Was it that the inanimate object -- the sacred chalice -- meant more to him than a human?

(I'm not judging him as in condemning, but I am reflecting to apply to my own christian walk what I notice.)

So, that has me really reflecting because a big argument about the power and realness of Christianity is that it changes your heart/soul. Daily you are transforming more and more to have the heart of Jesus. He's been in the church for awhile. What enabled him to care more for a thing than a grieving human?

Continuing to reflect to learn from this: Do I inadvertently do this in my own walk? In what ways? How is this guarded against?

He called the police on them. Just wowsers!


----------



## Keen (Jul 2, 2018)

HappilyLiberal said:


> He'll be retiring soon...  those black Catholics in the Washington DC Archdiocese  DO. NOT. PLAY.  That Archbishop doesn't want those problems!

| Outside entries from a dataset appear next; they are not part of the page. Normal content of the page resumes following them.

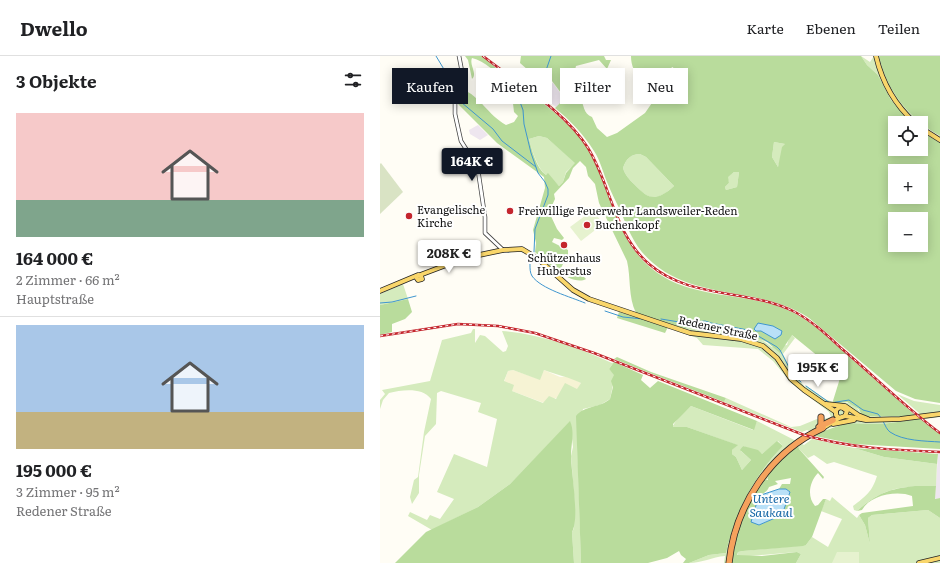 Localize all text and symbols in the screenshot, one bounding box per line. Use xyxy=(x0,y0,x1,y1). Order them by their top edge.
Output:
text: Dwello xyxy=(20,14,88,42)
text: Karte xyxy=(747,18,784,38)
text: Ebenen xyxy=(806,18,856,38)
text: Teilen xyxy=(878,18,920,38)
text: 3 Objekte xyxy=(16,68,97,93)
chip: Kaufen xyxy=(392,68,468,104)
chip: Mieten xyxy=(476,68,552,104)
chip: Filter xyxy=(560,68,625,104)
chip: Neu xyxy=(633,68,688,104)
icon: filters xyxy=(342,69,364,91)
map controls xyxy=(888,116,928,252)
button: locate xyxy=(888,116,928,156)
icon: home xyxy=(154,139,226,211)
pin: 164K € xyxy=(439,148,505,182)
text: 164K € xyxy=(451,151,493,170)
button: + xyxy=(888,164,928,204)
place label: Evangelische Kirche xyxy=(417,201,486,230)
place label: Freiwillige Feuerwehr Landsweiler-Reden xyxy=(518,202,737,218)
marker: Freiwillige Feuerwehr Landsweiler-Reden xyxy=(505,206,515,216)
marker: Evangelische Kirche xyxy=(404,211,414,221)
button: − xyxy=(888,212,928,252)
place label: Buchenkopf xyxy=(595,216,659,232)
marker: Buchenkopf xyxy=(582,220,592,230)
pin: 208K € xyxy=(416,240,482,274)
marker: Schützenhaus Huberstus xyxy=(559,240,569,250)
text: 208K € xyxy=(427,243,471,262)
text: 164 000 € xyxy=(16,245,93,270)
place label: Schützenhaus Huberstus xyxy=(527,249,601,278)
text: 2 Zimmer · 66 m² xyxy=(16,270,120,289)
text: Hauptstraße xyxy=(16,289,94,308)
street label: Redener Straße xyxy=(677,311,760,343)
icon: home xyxy=(154,351,226,423)
pin: 195K € xyxy=(785,354,851,388)
text: 195K € xyxy=(797,357,839,376)
text: 195 000 € xyxy=(16,457,92,482)
text: 3 Zimmer · 95 m² xyxy=(16,482,120,501)
water label: Untere Saukaul xyxy=(749,489,793,521)
text: Redener Straße xyxy=(16,501,111,520)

Yeah, this will not end well for the priest. The church doesn't do open casket mass for a reason. Our church only allow open cascket in the church hall for viewing. Our people (Haitians) are very dramatic and this could very well happen.


----------



## nysister (Jul 2, 2018)

Horrible! Entitled old ......


----------



## HappilyLiberal (Jul 2, 2018)

Keen said:


> Yeah, this will not end well for the priest. The church doesn't do open casket mass for a reason. Our church only allow open cascket in the church hall for viewing. Our people (Haitians) are very dramatic and this could very well happen.

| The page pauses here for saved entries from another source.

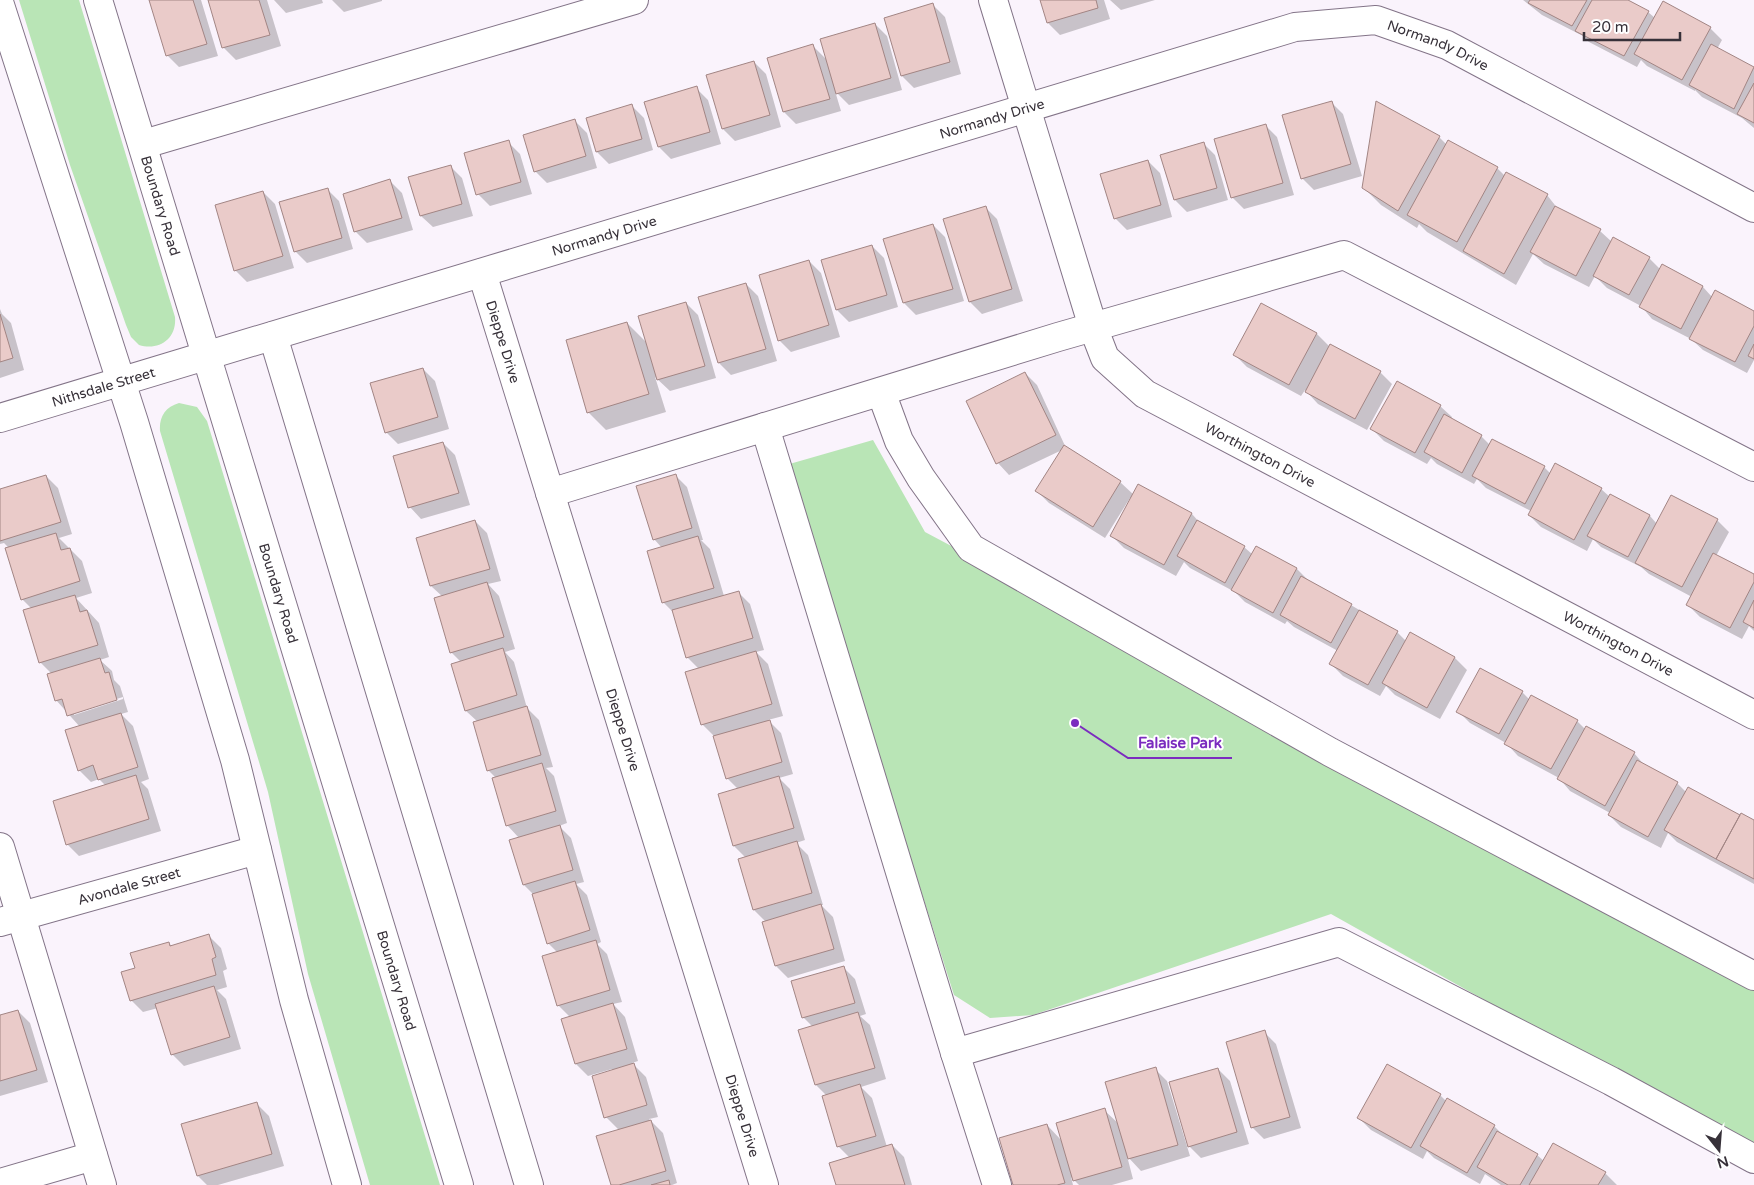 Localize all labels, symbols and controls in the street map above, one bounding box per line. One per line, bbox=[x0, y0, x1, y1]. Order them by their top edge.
scale bar bbox=[1584, 10, 1680, 42]
street label: Normandy Drive bbox=[1385, 16, 1492, 74]
text: 20 m bbox=[1592, 18, 1629, 36]
street label: Normandy Drive bbox=[937, 95, 1046, 142]
street label: Boundary Road bbox=[137, 154, 184, 258]
street label: Normandy Drive bbox=[550, 212, 659, 259]
street label: Dieppe Drive bbox=[483, 298, 524, 385]
street label: Nithsdale Street bbox=[50, 363, 158, 410]
street label: Worthington Drive bbox=[1202, 418, 1318, 491]
street label: Boundary Road bbox=[255, 541, 302, 645]
street label: Worthington Drive bbox=[1560, 607, 1677, 680]
street label: Dieppe Drive bbox=[602, 686, 644, 773]
callout: Falaise Park bbox=[1128, 728, 1232, 758]
text: Falaise Park bbox=[1138, 734, 1222, 752]
street label: Avondale Street bbox=[76, 863, 183, 908]
street label: Boundary Road bbox=[373, 928, 420, 1033]
street label: Dieppe Drive bbox=[722, 1072, 763, 1159]
north arrow bbox=[1694, 1125, 1744, 1175]
text: N bbox=[1715, 1152, 1731, 1172]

There is a visitation period before the mass begins where the casket is open.  It sounds like this happened during that period.


----------



## Crackers Phinn (Jul 2, 2018)

Somebody hugged the deceased or another attendee?


----------



## MzRhonda (Jul 2, 2018)

nvm.......  I don't want to offend any black Catholics


----------



## Shula (Jul 2, 2018)

My pressure went up. Disgusting devil of a man. I deleted the rest.


----------



## Kimbosheart (Jul 2, 2018)

It’s completely possible to critique the behavior of the priest without condemning a whole religion and those around the world who belong to it.


----------



## YvetteWithJoy (Jul 2, 2018)

Kimbosheart said:


> It’s completely possible to critique the behavior of the priest without condemning a whole religion and those around the world who belong to it.



I'm not sure if this is about my comment. But I know, sis. I'm a christian myself. I'm not condemning the whole religion.

ETA: I'm looking at a leader in the faith and how christianity works or does not work in his life and taking the opportunity to look at my own walk. That is all.


----------



## TCatt86 (Jul 2, 2018)

Keen said:


> Yeah, this will not end well for the priest. The church doesn't do open casket mass for a reason. Our church only allow open cascket in the church hall for viewing. Our people (Haitians) are very dramatic and this could very well happen.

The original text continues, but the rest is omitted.